2021-12-14 22:14:37.851189: I tensorflow/stream_executor/platform/default/dso_loader.cc:49] Successfully opened dynamic library libcudart.so.10.1


### lists possible devices (CPU, GPU), used to check if GPU is recognized/exists

In [2]:
tf.config.get_visible_devices()

2021-12-14 22:14:41.881330: I tensorflow/compiler/jit/xla_cpu_device.cc:41] Not creating XLA devices, tf_xla_enable_xla_devices not set
2021-12-14 22:14:41.888562: I tensorflow/stream_executor/platform/default/dso_loader.cc:49] Successfully opened dynamic library libcuda.so.1
2021-12-14 22:14:41.963126: I tensorflow/stream_executor/cuda/cuda_gpu_executor.cc:941] successful NUMA node read from SysFS had negative value (-1), but there must be at least one NUMA node, so returning NUMA node zero
2021-12-14 22:14:41.963932: I tensorflow/core/common_runtime/gpu/gpu_device.cc:1720] Found device 0 with properties: 
pciBusID: 0000:01:00.0 name: NVIDIA GeForce GTX 1080 computeCapability: 6.1
coreClock: 1.8225GHz coreCount: 20 deviceMemorySize: 7.93GiB deviceMemoryBandwidth: 298.32GiB/s
2021-12-14 22:14:41.963988: I tensorflow/stream_executor/platform/default/dso_loader.cc:49] Successfully opened dynamic library libcudart.so.10.1
2021-12-14 22:14:41.993918: I tensorflow/stream_executor/platform/d

[PhysicalDevice(name='/physical_device:CPU:0', device_type='CPU'),
 PhysicalDevice(name='/physical_device:GPU:0', device_type='GPU')]

## Methods

### used to save a trained model as a json file and its weights as a h5 file

In [3]:
def save_model(model, model_name):
    my_model = model.to_json()
    with open(f'./saved_models/{model_name}.json', "w") as file:
        file.write(my_model)
    # serialize weights to HDF5
    model.save_weights(f'./saved_models/{model_name}_weights.h5')

### used to build the base model using predefined architectures
currently: vgg16, xception, resnet

In [4]:
def build_base_model(architecture, weights):
    input = tf.keras.Input(shape=(224, 224, 3))
    if architecture == 'vgg16':
        return tf.keras.applications.vgg16.VGG16(weights=weights, include_top=False, input_tensor=input)
    if architecture == 'xception':
        return tf.keras.applications.xception.Xception(weights=weights, include_top=False, input_tensor=input)
    if architecture == 'resnet':
        return tf.keras.applications.resnet.ResNet50(weights=weights, include_top=False, input_tensor=input)
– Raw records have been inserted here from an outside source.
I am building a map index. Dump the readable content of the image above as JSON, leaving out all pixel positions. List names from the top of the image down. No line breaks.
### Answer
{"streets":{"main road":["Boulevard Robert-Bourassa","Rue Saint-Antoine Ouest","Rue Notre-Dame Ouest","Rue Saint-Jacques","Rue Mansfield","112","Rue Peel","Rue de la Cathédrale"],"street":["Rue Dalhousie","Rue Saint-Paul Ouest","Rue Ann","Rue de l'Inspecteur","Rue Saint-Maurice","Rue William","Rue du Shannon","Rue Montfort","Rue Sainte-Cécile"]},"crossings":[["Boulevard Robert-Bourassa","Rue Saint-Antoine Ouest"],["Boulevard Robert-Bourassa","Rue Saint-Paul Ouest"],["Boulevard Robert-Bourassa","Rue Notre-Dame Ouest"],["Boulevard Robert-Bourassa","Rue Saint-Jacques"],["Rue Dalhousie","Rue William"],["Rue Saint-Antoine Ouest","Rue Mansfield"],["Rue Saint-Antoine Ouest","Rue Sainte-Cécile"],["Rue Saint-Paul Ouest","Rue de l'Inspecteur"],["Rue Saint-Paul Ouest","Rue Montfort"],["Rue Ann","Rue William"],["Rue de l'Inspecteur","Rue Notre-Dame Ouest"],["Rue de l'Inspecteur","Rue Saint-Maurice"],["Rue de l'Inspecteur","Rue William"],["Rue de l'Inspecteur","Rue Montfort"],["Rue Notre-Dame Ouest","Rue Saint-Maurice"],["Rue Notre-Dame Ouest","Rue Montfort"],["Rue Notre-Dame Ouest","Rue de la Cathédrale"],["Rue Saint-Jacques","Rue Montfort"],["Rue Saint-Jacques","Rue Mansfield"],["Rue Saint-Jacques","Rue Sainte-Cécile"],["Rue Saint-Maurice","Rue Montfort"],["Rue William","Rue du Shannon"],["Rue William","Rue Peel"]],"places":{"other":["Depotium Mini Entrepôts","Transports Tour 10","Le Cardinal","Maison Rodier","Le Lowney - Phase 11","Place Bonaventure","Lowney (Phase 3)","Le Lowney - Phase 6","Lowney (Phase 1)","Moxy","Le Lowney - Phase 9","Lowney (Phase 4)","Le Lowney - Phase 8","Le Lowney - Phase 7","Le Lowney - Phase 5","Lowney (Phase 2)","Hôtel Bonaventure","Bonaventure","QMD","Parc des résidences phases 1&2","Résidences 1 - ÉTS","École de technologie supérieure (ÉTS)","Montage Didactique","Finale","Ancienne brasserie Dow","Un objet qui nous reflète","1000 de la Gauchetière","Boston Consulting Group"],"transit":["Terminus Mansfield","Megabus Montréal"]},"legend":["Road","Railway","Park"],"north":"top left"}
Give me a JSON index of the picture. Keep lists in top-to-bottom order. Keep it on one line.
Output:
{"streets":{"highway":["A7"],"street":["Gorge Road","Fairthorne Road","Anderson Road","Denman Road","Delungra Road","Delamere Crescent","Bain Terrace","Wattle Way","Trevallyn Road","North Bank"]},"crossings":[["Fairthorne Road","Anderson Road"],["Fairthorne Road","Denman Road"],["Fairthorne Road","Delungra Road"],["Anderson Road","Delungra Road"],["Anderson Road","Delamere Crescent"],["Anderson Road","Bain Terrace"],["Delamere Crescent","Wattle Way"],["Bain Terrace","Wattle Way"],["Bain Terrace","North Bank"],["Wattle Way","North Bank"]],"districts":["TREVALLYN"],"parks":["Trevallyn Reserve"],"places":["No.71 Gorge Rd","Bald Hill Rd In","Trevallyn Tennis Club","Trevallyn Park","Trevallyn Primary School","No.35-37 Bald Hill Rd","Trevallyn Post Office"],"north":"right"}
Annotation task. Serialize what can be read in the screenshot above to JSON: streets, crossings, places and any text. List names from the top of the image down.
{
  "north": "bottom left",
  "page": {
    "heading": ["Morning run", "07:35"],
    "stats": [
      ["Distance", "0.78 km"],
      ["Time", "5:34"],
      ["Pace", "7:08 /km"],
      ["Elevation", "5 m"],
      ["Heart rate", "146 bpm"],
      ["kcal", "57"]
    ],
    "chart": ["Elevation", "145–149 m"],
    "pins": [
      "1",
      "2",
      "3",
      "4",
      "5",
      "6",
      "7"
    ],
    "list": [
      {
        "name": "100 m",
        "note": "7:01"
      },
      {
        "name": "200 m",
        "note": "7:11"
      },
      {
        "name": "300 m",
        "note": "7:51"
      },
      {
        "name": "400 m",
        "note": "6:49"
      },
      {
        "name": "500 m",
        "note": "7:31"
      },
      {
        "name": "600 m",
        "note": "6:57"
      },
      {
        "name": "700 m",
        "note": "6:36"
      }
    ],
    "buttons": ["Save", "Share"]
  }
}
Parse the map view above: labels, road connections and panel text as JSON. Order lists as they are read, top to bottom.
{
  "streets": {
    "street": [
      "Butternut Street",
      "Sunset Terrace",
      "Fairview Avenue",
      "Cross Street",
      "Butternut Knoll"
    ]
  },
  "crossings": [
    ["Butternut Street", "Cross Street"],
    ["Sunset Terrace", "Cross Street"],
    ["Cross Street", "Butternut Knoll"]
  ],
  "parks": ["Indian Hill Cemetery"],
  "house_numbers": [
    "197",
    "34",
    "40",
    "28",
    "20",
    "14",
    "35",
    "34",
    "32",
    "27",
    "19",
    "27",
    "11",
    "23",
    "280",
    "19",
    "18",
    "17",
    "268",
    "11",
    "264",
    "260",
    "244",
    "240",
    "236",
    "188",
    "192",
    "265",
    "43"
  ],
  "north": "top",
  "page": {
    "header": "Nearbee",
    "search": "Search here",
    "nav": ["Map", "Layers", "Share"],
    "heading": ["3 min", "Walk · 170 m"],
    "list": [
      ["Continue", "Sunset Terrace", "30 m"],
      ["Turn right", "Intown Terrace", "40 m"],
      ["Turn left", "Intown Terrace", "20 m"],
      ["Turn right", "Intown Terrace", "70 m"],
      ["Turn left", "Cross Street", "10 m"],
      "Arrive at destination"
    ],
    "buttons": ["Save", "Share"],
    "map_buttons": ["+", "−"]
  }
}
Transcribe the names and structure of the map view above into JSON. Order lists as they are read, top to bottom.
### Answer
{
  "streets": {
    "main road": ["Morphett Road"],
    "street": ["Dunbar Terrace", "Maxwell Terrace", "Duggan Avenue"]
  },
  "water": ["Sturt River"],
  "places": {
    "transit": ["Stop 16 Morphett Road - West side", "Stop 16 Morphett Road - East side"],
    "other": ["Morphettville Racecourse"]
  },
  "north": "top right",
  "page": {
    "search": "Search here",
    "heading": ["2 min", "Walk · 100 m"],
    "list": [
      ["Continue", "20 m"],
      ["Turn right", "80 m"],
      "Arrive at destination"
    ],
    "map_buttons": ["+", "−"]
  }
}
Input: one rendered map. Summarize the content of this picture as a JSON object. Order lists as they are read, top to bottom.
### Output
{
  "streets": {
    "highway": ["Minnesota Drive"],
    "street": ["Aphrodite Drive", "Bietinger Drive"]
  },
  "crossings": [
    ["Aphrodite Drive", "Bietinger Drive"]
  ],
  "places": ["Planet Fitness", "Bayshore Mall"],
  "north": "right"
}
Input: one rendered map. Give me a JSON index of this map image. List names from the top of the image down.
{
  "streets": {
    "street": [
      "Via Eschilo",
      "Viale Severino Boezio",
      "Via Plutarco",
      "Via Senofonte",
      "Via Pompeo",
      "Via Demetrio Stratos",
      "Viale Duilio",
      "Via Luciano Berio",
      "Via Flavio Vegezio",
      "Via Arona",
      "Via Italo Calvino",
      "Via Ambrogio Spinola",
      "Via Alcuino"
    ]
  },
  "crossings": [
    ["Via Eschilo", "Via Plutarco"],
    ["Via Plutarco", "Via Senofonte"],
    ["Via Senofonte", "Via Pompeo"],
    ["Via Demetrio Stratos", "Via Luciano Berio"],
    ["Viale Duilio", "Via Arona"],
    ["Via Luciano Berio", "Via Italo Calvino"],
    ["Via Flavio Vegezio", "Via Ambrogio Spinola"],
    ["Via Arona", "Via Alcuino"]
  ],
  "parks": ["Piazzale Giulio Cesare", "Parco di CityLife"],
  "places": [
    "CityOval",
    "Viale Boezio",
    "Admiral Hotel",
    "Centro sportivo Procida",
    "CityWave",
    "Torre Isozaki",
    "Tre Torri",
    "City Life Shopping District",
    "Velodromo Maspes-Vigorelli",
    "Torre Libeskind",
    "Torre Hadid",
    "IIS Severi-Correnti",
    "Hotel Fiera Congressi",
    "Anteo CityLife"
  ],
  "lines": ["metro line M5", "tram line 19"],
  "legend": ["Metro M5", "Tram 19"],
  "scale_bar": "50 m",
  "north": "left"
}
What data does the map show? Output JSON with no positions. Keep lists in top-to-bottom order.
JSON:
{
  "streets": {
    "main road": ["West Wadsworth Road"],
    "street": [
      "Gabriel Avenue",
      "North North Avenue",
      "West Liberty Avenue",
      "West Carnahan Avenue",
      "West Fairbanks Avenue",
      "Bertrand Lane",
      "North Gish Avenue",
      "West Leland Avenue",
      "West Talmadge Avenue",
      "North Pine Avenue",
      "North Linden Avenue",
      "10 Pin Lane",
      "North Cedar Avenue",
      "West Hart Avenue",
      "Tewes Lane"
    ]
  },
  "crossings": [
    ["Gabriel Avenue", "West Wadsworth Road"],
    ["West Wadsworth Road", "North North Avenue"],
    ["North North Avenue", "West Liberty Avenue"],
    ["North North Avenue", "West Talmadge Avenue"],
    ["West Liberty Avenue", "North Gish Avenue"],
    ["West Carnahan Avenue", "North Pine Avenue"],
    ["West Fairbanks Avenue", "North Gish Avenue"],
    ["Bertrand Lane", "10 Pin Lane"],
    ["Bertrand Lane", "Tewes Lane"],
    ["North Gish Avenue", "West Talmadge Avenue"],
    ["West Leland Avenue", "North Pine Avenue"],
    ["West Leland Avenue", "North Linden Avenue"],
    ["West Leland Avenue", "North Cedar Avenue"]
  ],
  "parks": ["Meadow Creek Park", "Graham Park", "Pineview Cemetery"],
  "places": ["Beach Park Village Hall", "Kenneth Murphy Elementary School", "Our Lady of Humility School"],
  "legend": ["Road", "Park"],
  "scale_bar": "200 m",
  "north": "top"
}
### gets base model as input and builds a new top layer and returns the model with custom top layers

In [5]:
def build_model(base_model):
    flat = keras.layers.Flatten(name='flatten')(base_model.output)
    dense_1 = keras.layers.Dense(1000)(flat)
    dropout = keras.layers.Dropout(0.25)(dense_1)
    batch = keras.layers.BatchNormalization()(dropout)
    output = keras.layers.Dense(1, activation='sigmoid')(batch)
    return tf.keras.Model(base_model.input, output)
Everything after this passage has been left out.